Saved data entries
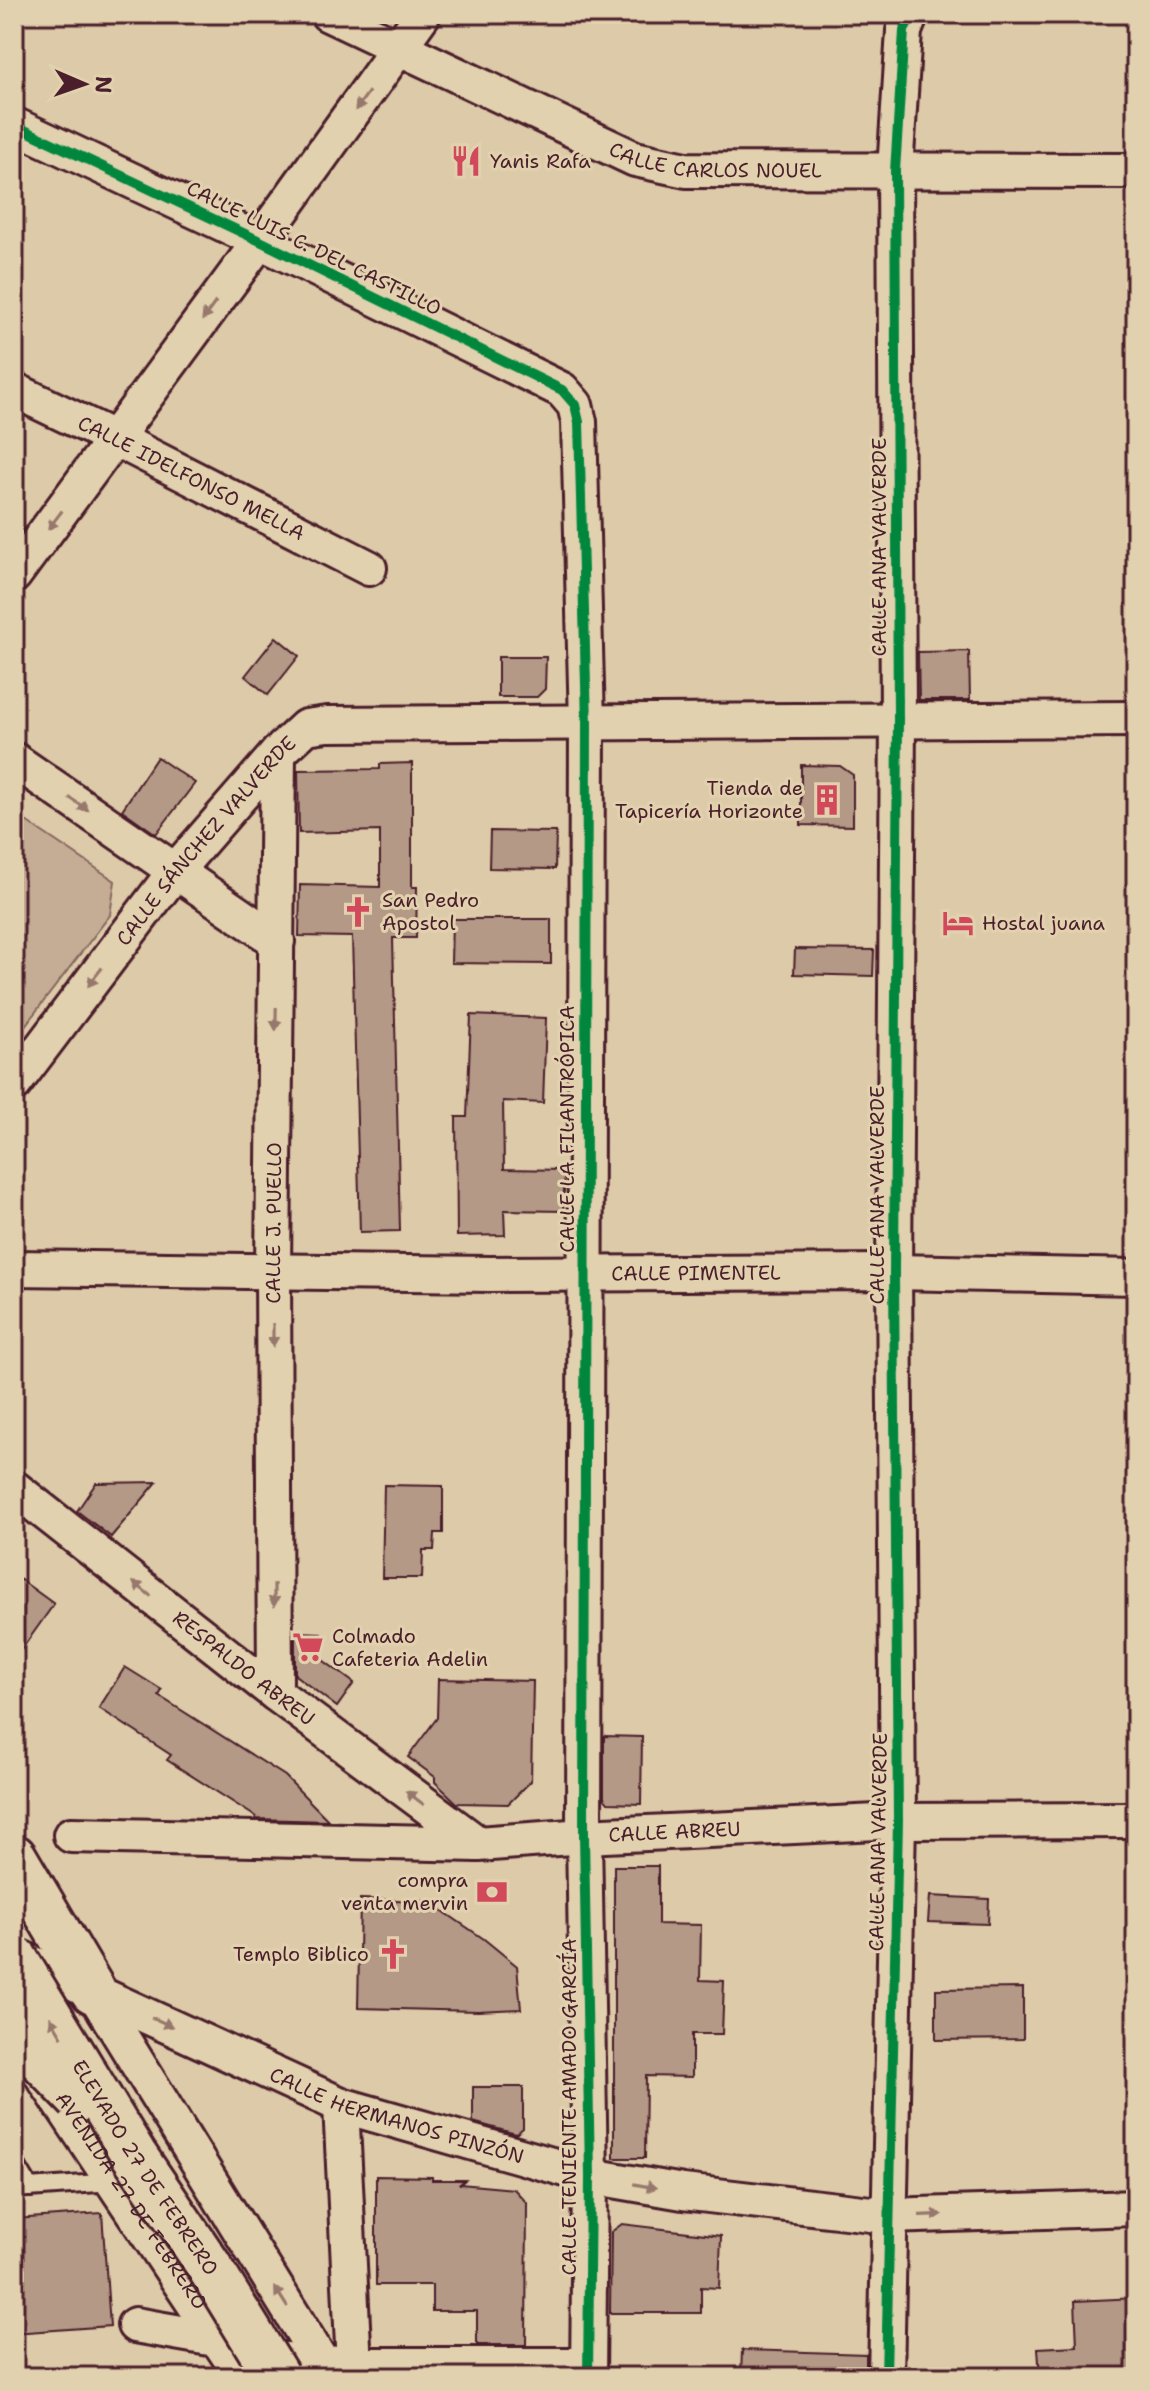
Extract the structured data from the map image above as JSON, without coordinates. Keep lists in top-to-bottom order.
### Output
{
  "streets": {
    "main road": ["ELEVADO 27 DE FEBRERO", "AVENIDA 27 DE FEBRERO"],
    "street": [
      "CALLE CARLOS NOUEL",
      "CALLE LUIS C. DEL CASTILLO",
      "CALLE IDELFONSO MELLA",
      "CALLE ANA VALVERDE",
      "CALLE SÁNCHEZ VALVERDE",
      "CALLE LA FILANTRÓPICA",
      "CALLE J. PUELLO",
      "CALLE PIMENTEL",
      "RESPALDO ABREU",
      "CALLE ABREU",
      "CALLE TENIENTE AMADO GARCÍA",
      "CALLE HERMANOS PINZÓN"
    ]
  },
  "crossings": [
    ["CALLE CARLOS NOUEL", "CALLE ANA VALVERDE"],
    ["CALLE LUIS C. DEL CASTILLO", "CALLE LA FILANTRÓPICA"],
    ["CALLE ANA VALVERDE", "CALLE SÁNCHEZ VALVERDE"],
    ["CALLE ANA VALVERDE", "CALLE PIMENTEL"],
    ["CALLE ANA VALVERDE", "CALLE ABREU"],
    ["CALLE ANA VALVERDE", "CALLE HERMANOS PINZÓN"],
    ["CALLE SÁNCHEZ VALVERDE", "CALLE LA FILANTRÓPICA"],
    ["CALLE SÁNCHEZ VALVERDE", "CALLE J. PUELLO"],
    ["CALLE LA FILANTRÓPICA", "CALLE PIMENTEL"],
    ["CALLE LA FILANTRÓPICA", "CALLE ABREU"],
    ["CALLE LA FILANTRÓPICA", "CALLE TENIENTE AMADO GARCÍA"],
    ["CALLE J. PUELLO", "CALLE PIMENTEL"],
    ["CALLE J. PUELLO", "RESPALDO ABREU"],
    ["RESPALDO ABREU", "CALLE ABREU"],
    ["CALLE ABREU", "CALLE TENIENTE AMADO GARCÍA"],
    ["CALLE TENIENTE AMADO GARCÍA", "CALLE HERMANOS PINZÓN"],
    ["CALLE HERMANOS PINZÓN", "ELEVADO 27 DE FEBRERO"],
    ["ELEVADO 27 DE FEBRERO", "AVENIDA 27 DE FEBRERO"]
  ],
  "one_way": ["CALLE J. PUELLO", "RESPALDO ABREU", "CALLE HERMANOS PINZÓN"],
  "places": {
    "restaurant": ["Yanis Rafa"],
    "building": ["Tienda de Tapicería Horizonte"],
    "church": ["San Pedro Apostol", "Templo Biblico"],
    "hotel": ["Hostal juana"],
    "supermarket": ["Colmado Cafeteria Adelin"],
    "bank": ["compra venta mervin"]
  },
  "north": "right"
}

Problem description
When you reproduce the entries above, keep every word exactly and leave out each picture.

Reply to the task
Extract the structured data from the map image above as JSON, without coordinates. Keep lists in top-to-bottom order.
### Output
{
  "streets": {
    "main road": ["ELEVADO 27 DE FEBRERO", "AVENIDA 27 DE FEBRERO"],
    "street": [
      "CALLE CARLOS NOUEL",
      "CALLE LUIS C. DEL CASTILLO",
      "CALLE IDELFONSO MELLA",
      "CALLE ANA VALVERDE",
      "CALLE SÁNCHEZ VALVERDE",
      "CALLE LA FILANTRÓPICA",
      "CALLE J. PUELLO",
      "CALLE PIMENTEL",
      "RESPALDO ABREU",
      "CALLE ABREU",
      "CALLE TENIENTE AMADO GARCÍA",
      "CALLE HERMANOS PINZÓN"
    ]
  },
  "crossings": [
    ["CALLE CARLOS NOUEL", "CALLE ANA VALVERDE"],
    ["CALLE LUIS C. DEL CASTILLO", "CALLE LA FILANTRÓPICA"],
    ["CALLE ANA VALVERDE", "CALLE SÁNCHEZ VALVERDE"],
    ["CALLE ANA VALVERDE", "CALLE PIMENTEL"],
    ["CALLE ANA VALVERDE", "CALLE ABREU"],
    ["CALLE ANA VALVERDE", "CALLE HERMANOS PINZÓN"],
    ["CALLE SÁNCHEZ VALVERDE", "CALLE LA FILANTRÓPICA"],
    ["CALLE SÁNCHEZ VALVERDE", "CALLE J. PUELLO"],
    ["CALLE LA FILANTRÓPICA", "CALLE PIMENTEL"],
    ["CALLE LA FILANTRÓPICA", "CALLE ABREU"],
    ["CALLE LA FILANTRÓPICA", "CALLE TENIENTE AMADO GARCÍA"],
    ["CALLE J. PUELLO", "CALLE PIMENTEL"],
    ["CALLE J. PUELLO", "RESPALDO ABREU"],
    ["RESPALDO ABREU", "CALLE ABREU"],
    ["CALLE ABREU", "CALLE TENIENTE AMADO GARCÍA"],
    ["CALLE TENIENTE AMADO GARCÍA", "CALLE HERMANOS PINZÓN"],
    ["CALLE HERMANOS PINZÓN", "ELEVADO 27 DE FEBRERO"],
    ["ELEVADO 27 DE FEBRERO", "AVENIDA 27 DE FEBRERO"]
  ],
  "one_way": ["CALLE J. PUELLO", "RESPALDO ABREU", "CALLE HERMANOS PINZÓN"],
  "places": {
    "restaurant": ["Yanis Rafa"],
    "building": ["Tienda de Tapicería Horizonte"],
    "church": ["San Pedro Apostol", "Templo Biblico"],
    "hotel": ["Hostal juana"],
    "supermarket": ["Colmado Cafeteria Adelin"],
    "bank": ["compra venta mervin"]
  },
  "north": "right"
}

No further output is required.